The upshot to all of the survey’s findings, as anyone who bothers to read to the end of the nine-page study will find, is that only 24 of the young women who participated in the survey reported having a “multiple-sexual partner” experience of any sort. Of that two-dozen, 43 percent “reported ever being threatened or forced” (which is to say that many of those 24 cases of “teen group sex” might actually be cases of “teen gang rape”). The researchers recognize the limitations of their survey and even warn readers, “our findings are not representative of adolescent females in the U.S.A.” and “should be considered exploratory” — but no matter, they had my colleagues at “teen group sex.”

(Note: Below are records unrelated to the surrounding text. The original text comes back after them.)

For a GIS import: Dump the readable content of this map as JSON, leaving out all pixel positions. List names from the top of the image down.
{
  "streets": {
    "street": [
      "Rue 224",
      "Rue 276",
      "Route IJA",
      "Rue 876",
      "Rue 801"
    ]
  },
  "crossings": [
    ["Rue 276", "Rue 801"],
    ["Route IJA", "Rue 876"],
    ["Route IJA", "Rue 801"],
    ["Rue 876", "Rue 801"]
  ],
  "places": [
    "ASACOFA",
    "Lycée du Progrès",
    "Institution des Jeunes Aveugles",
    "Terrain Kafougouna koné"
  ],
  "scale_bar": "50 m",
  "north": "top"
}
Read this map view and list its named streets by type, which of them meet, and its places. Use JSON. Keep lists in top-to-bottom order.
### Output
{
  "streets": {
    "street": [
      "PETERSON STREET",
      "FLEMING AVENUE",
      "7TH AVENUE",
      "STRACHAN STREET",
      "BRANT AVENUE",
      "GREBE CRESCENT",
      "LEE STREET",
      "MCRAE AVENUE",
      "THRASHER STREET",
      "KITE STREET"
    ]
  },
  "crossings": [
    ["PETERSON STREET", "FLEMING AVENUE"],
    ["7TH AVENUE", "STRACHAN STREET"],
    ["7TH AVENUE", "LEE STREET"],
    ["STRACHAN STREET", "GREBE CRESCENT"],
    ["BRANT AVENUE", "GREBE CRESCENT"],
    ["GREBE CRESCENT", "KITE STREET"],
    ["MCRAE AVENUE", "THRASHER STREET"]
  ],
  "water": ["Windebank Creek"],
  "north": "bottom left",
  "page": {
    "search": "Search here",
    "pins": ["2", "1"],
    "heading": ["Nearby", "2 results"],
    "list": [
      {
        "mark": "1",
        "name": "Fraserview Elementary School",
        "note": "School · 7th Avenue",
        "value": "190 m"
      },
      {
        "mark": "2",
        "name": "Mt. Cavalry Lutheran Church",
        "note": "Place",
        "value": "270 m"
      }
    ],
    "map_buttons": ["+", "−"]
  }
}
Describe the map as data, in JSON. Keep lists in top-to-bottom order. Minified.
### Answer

Dr. Petra Boynton, a sex researcher and educator who is an outspoken critic of the media’s misreporting on teen sex, tells me that the unfortunate result is that it will “worry parents, mislead teachers and healthcare professionals, and probably lead to slut shaming of young women, as this kind of coverage invariably does,” she says. “All the while ignoring the role of boys at best, or presenting them as gang rapists at worst. None of which is directly helpful to the needs of young people.” That’s the thing: These sorts of stories about teen sex trends are very rarely helpful to young people, even though that is purportedly why they exist, and why we read them.

In many cases, the tendency to engage in handwringing over teen sex comes from a good place: Adults recognize the vulnerability of teens and realize how tremendously powerful sex can be — in fact, many of us are still terrified of it ourselves, on some level. This may sound odd, but when stories like this arise, I sometimes imagine those safety diagrams that you find on airplanes of the mother adjusting her own oxygen mask before putting one on her child — because even in the realm of sex, adults are better able to protect their kids once they take care of themselves. Instead of hyperventilating over the slightest suggestion of a rainbow party, jelly bracelet or group sex trend among teens, maybe we should take a moment to direct all that concern inward.